→ **What is being asked**:
Show every line in the entries below where the word "bounding" appears.

(Collected data entries)
+===+
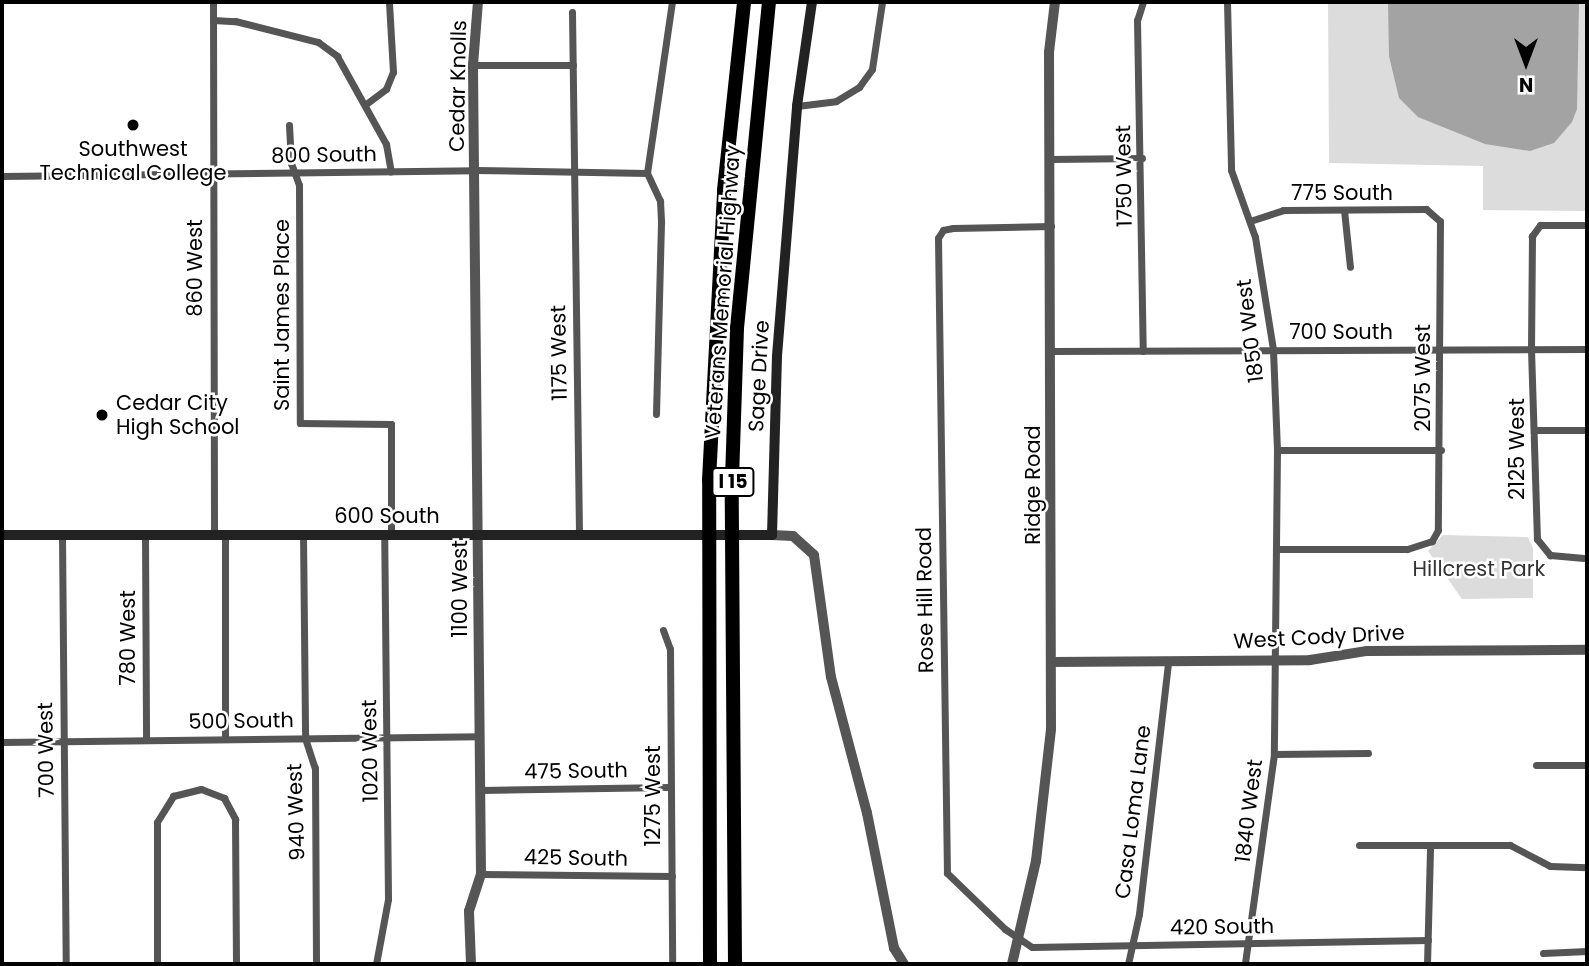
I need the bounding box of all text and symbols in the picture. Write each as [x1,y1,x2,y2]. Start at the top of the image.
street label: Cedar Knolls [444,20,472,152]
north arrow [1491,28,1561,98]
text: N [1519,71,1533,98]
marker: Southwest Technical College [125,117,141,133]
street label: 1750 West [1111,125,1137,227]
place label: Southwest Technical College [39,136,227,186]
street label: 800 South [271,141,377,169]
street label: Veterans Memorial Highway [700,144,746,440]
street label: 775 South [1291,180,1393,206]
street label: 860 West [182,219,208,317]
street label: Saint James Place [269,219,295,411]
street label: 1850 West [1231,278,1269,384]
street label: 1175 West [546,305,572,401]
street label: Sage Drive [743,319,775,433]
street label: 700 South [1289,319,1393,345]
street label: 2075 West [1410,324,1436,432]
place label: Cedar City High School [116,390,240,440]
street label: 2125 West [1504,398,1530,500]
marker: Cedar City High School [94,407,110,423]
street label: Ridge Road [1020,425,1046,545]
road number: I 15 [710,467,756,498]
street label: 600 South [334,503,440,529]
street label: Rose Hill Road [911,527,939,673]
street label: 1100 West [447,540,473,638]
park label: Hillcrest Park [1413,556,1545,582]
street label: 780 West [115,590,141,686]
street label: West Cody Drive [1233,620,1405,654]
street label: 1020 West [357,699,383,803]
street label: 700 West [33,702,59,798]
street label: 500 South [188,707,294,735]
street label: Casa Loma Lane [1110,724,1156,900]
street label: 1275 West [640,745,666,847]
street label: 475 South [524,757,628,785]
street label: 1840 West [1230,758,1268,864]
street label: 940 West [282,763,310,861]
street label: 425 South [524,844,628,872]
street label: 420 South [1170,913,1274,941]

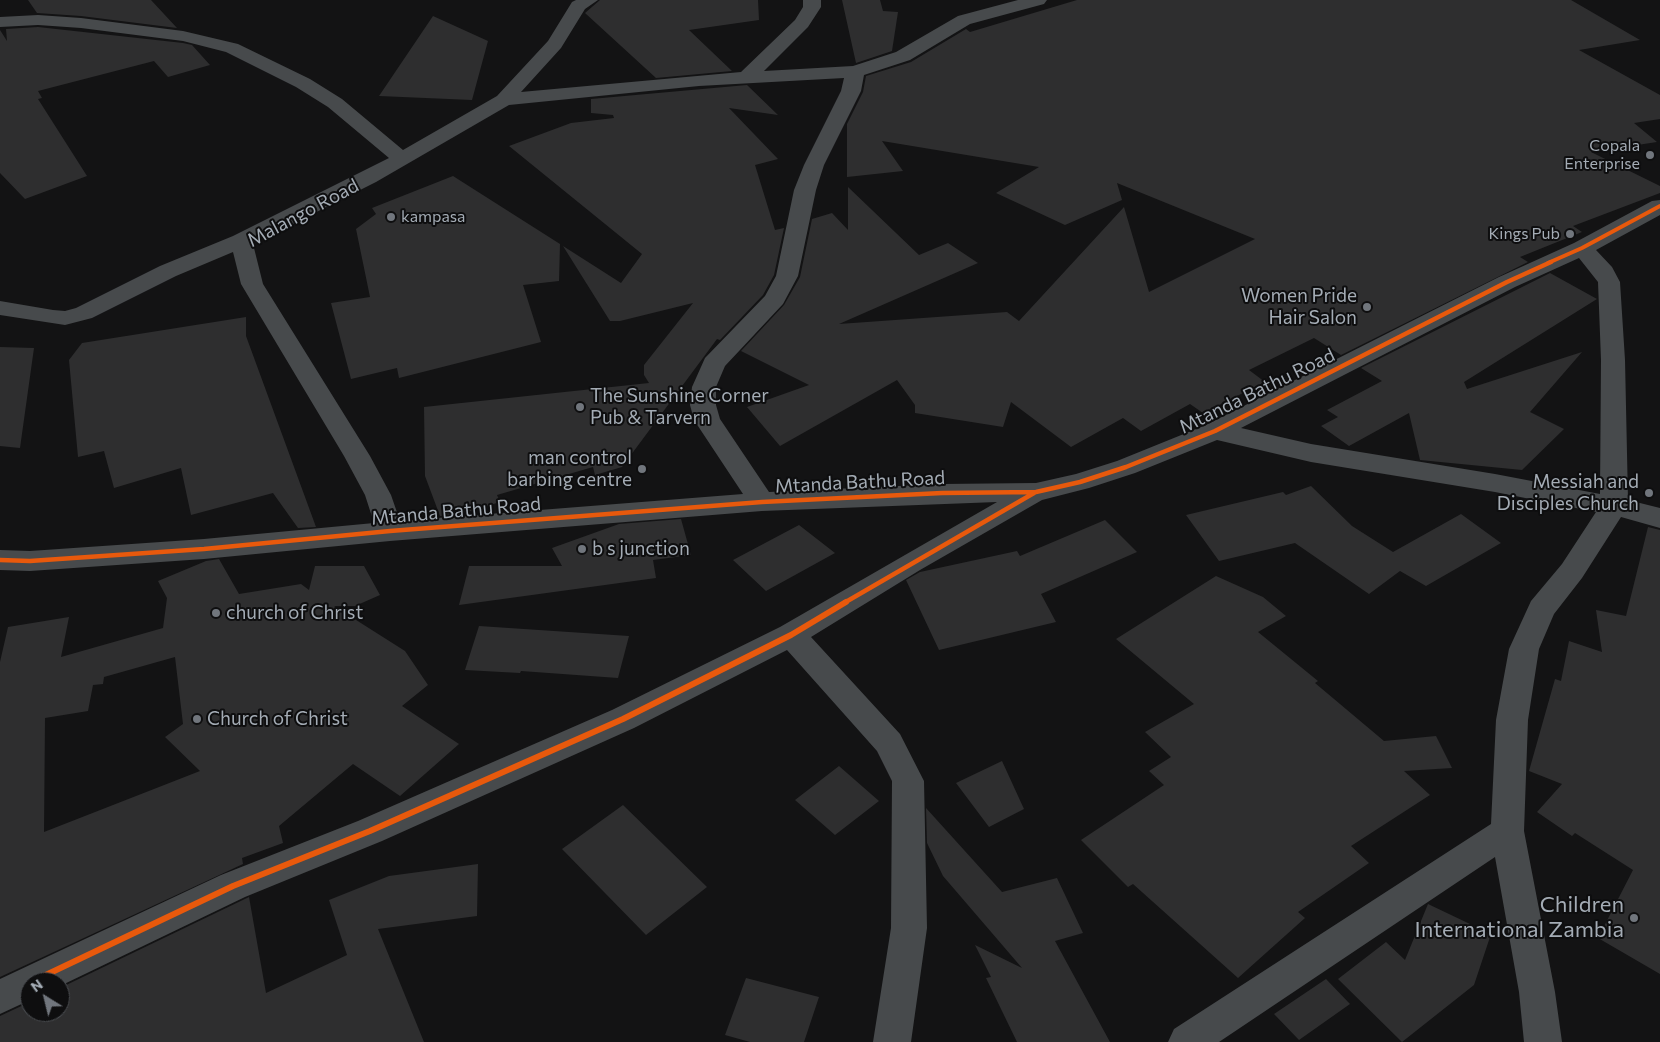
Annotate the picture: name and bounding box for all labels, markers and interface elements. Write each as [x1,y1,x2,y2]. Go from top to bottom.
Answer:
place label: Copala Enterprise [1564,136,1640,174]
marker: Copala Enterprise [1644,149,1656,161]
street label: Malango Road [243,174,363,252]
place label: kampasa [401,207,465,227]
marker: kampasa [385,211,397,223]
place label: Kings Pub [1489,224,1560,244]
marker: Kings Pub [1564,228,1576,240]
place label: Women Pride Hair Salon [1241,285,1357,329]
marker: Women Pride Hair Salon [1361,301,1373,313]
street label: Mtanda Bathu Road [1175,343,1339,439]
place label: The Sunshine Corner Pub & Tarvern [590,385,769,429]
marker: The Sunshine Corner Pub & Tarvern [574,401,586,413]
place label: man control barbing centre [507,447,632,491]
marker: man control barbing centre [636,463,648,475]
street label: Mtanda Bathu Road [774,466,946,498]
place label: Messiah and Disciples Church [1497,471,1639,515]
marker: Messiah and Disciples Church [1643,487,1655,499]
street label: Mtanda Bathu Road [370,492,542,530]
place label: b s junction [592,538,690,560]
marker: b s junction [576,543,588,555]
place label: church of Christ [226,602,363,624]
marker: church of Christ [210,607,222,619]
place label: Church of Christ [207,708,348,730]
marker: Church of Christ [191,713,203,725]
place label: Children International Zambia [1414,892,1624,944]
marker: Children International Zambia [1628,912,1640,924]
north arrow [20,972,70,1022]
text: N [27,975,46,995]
+===+
→ **Result of this task**:
I need the bounding box of all text and symbols in the picture. Write each as [x1,y1,x2,y2]. Start at the top of the image.
Annotate the picture: name and bounding box for all labels, markers and interface elements. Write each as [x1,y1,x2,y2]. Go from top to bottom.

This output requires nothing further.